The troops entered the town on the Ugandan border in large numbers as the rebels fled, residents told the BBC.
M23 political leader Bertrand Bisimwa was earlier reported to have crossed into Uganda as Congolese troops advanced on his base.
The M23 launched a rebellion in eastern DR Congo in April 2012.
It is made up of army deserters who say they are fighting for the rights of the minority Tutsi ethnic group.
At least 800,000 people have been left homeless since the conflict started.
It is a remarkable turnaround in this year-and-a-half long rebellion. Until this week, a relatively small number of rebels had controlled vast swathes of territory in the jungle-covered hills on the borders of DR Congo, Rwanda and Uganda.
Last November, UN troops had stood by, powerless, as M23 fighters briefly captured Goma. The UN had pledged to protect the city, and blamed the defeat on what they said was military backing from Rwanda. For the 18,000-strong UN force ,it was an embarrassing demonstration of their ineffectiveness.
But an injection of fresh peacekeepers earlier this year with a stronger mandate to actively take the fight to the rebels appears to have turned the tide. In less than a week, the Congolese army, backed by UN artillery and helicopter gunships, has routed the rebels.
This almost certainly will not mean the end of hostilities in this region plagued numerous armed groups. But it may well provide a template for a more robust style of peacekeeping in Africa and elsewhere.
About 10,000 people fled to Uganda this week, with about half of them arriving on Wednesday, said Lucy Beck, a spokeswoman for the UN refugee agency (UNHCR), the Associated Press (AP) news agency reports.Heavy shelling
On Monday, the UN special envoy to DR Congo, Martin Kobler, said the M23 was all but finished as a military threat in DR Congo.
His comments came after government forces captured five M23-held areas, including Rumangabo where the rebels had a big military training camp.
The government forces have been backed by a UN intervention brigade deployed earlier this year to confront the M23 and other armed groups.
The BBC's Ignatius Bahizi in Uganda says residents in Bunagana told him there was heavy shelling, before the town fell to government forces.
"Bunagana is completely under our control. We had been fighting since the early morning," DR Congo's government spokesman Lambert Mende told the AFP news agency.
Bunagana, a town of several thousand people and the headquarters of Mr Bisimwa, is on the Uganda-DR Congo border.

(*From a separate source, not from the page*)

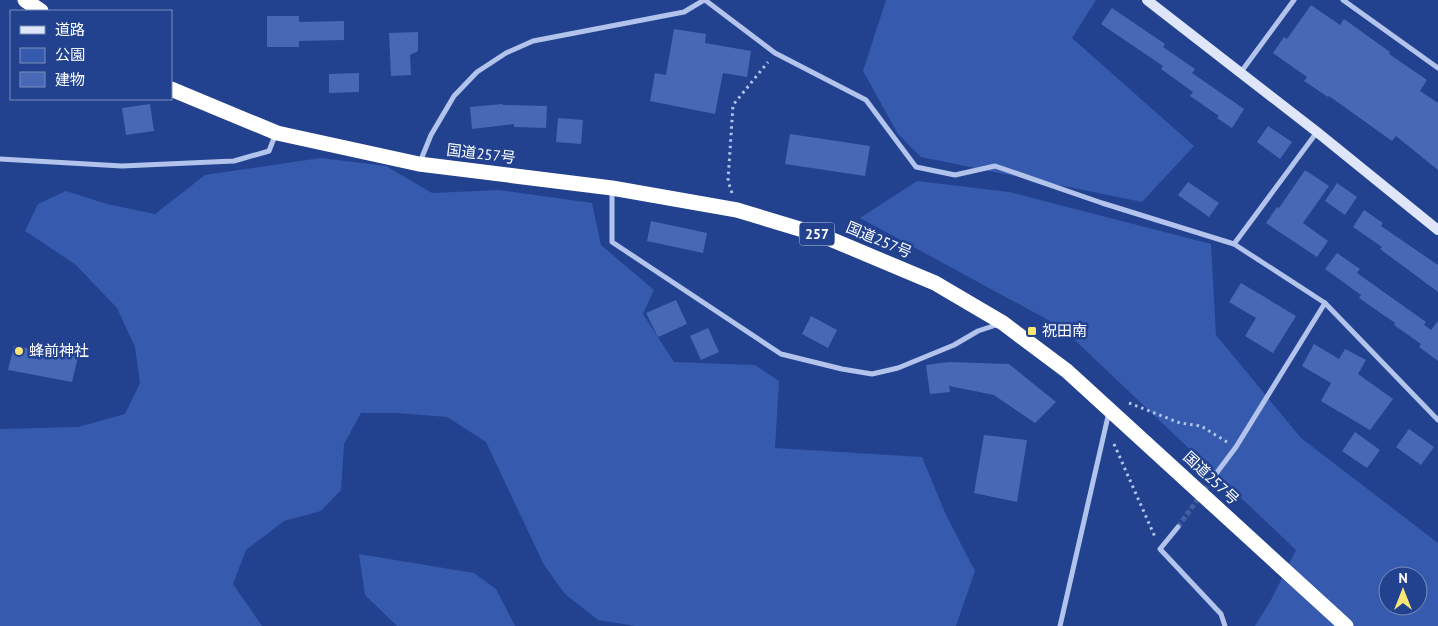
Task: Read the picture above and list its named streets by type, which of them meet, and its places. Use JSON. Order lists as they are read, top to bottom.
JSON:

Mr Bisimwa had surrendered to Ugandan security operatives after crossing the border in a convoy of two vehicles, Uganda's state-owned New Vision newspaper reported.

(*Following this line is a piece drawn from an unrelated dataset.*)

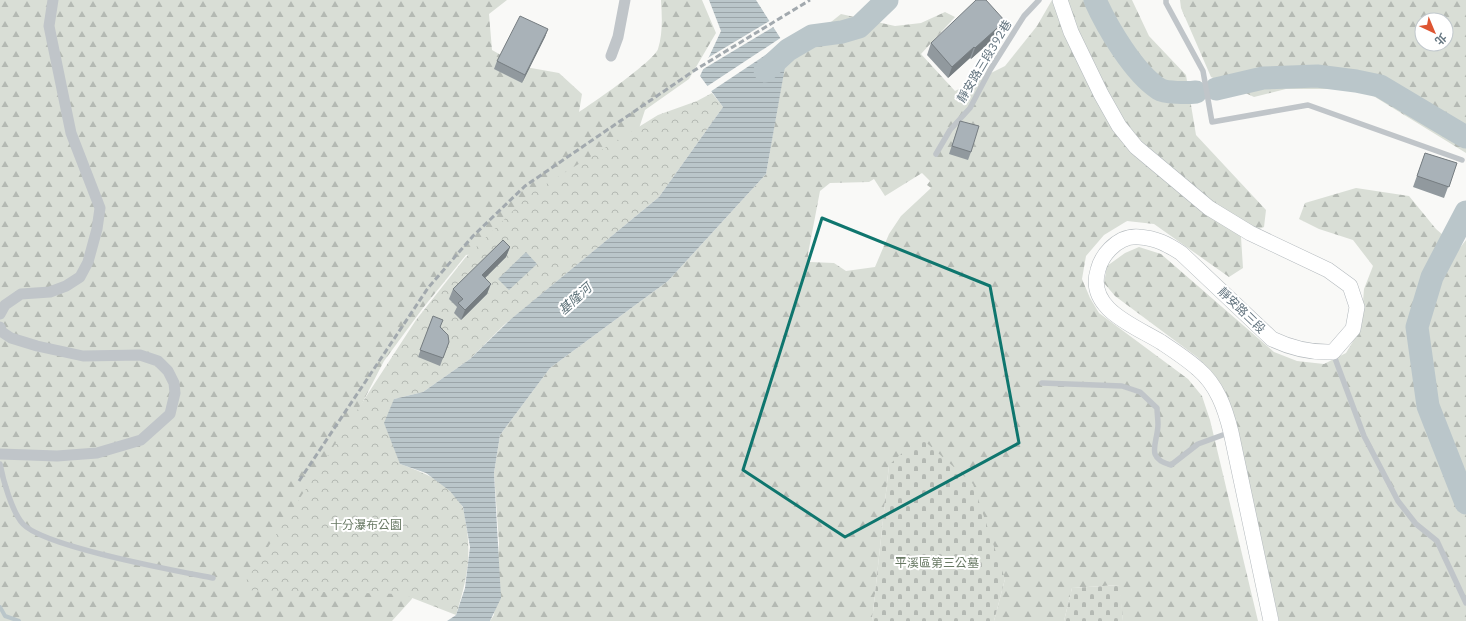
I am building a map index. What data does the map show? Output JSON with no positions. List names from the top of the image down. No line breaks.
{"streets":{"main road":["靜安路三段"],"lane":["靜安路三段392巷"]},"water":["基隆河"],"parks":["十分瀑布公園","平溪區第三公墓"],"north":"bottom right"}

He left Bunagana when government and UN forces were about 5km (three miles) away from the town and he was being questioned by Ugandan security operatives, the paper said.
However, M23 officials denied that Mr Bisimwa had fled.
They told our reporter that the M23 political leader had travelled to Uganda to sign a peace accord with the government.
Peace talks hosted by Uganda broke down last week.
The UN and DR Congo government have repeatedly accused Rwanda and Uganda of backing the rebels. They deny the allegation.
Eastern DR Congo has been wracked by conflict since 1994, when Hutu militias fled across the border from Rwanda after carrying out a genocide against Tutsis and moderate Hutus.